[Bug]: Increased and erratic memory in the Nginx Pods leading to OOM Kills - appears to be introduced by v3.7.x #6860

MarkTopping · 2024-11-25T14:07:23Z

Version

3.7.0

What Kubernetes platforms are you running on?

AKS Azure

Steps to reproduce

I believe that changes in version 3.7.0 or 3.7.1 have introduced a memory consumption issue.

We had to rollback a version bump from v3.6.2 to v3.7.1 today after our Nginx IC Pods all crashed due to OOM Kills. To make matters worse, due to Bug 4604 the Pods then failed to restart (without manual intervention) leading to obvious impact.

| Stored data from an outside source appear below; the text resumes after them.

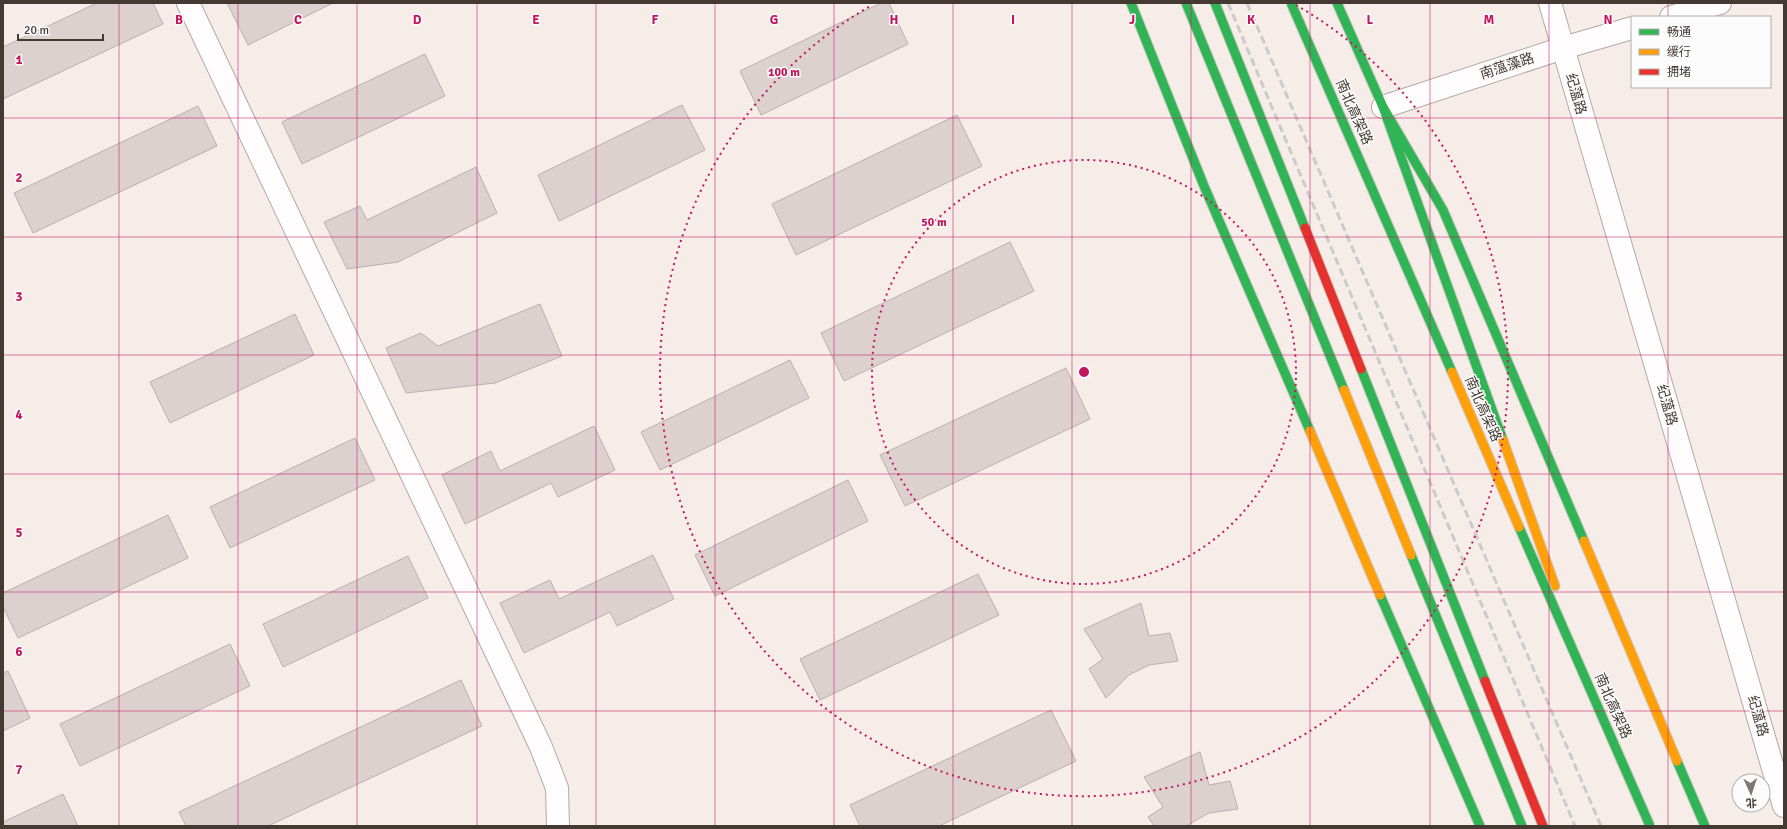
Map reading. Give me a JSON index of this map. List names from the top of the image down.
{
  "streets": {
    "main road": ["南北高架路"],
    "street": ["南蕰藻路", "纪蕰路"]
  },
  "crossings": [
    ["南蕰藻路", "纪蕰路"]
  ],
  "legend": ["畅通", "缓行", "拥堵"],
  "scale_bar": "20 m",
  "north": "bottom",
  "grid": {
    "columns": [
      "B",
      "C",
      "D",
      "E",
      "F",
      "G",
      "H",
      "I",
      "J",
      "K",
      "L",
      "M",
      "N"
    ],
    "rows": [
      "1",
      "2",
      "3",
      "4",
      "5",
      "6",
      "7"
    ]
  },
  "rings": ["100 m", "50 m"]
}
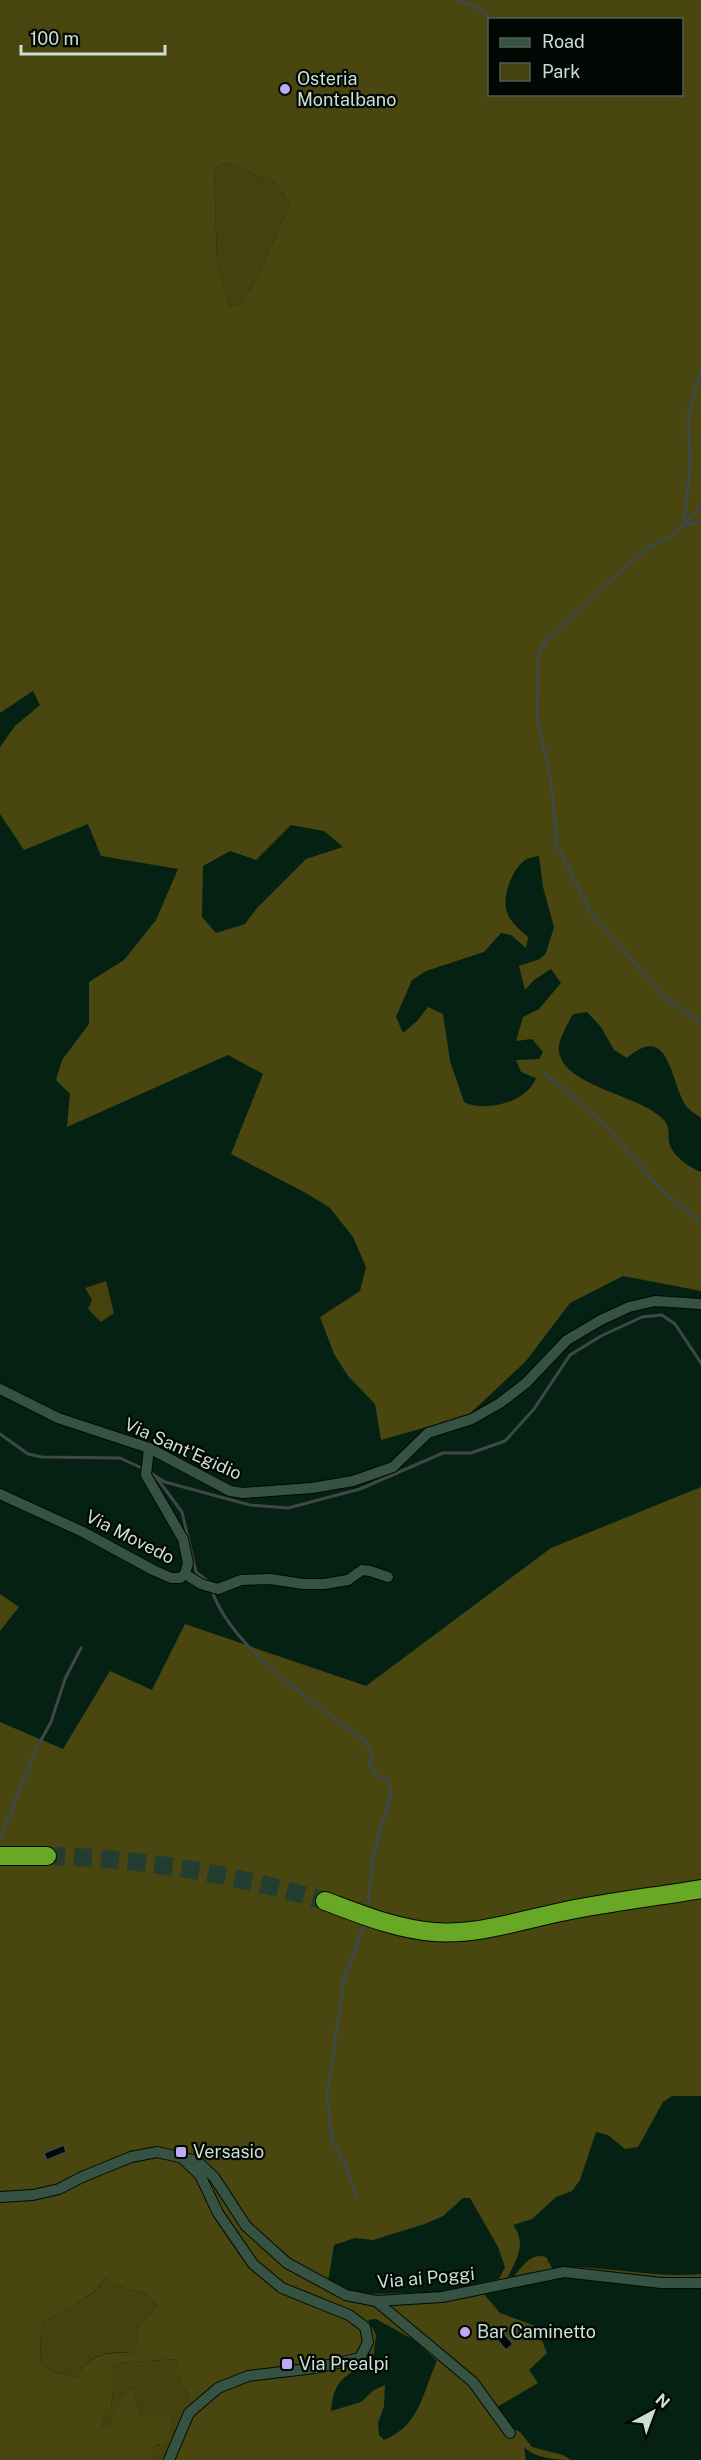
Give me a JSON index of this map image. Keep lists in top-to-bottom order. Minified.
{"streets":{"street":["Via Sant'Egidio","Via Movedo","Via ai Poggi"]},"crossings":[["Via Sant'Egidio","Via Movedo"]],"places":{"other":["Osteria Montalbano","Bar Caminetto"],"transit":["Versasio","Via Prealpi"]},"legend":["Road","Park"],"scale_bar":"100 m","north":"top right"}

Our subsequent investigation after our outage revealed that the memory consumption on the Nginx Pods changed quite dramatically after the release as shown by the following 2 charts.

1st Example
In our least used environment we didn't incur any OOM Kills, but todays investigation revealed how memory usage has both increased, and also become more 'spikey' since we performed the upgrade:

2nd Example
This screenshot shows the IC Pods memory consumption after a release of v3.7.1 into a more busy environment and a subsequent rollback this morning.

What this graph doesn't capture is that the memory went above the 1500MiB line for all Pods in the deployment and thus were OOM Killed. This isn't shown because the metrics are exported every minute and so we just have the last datapoint that happened to be collected before the OOM Kill.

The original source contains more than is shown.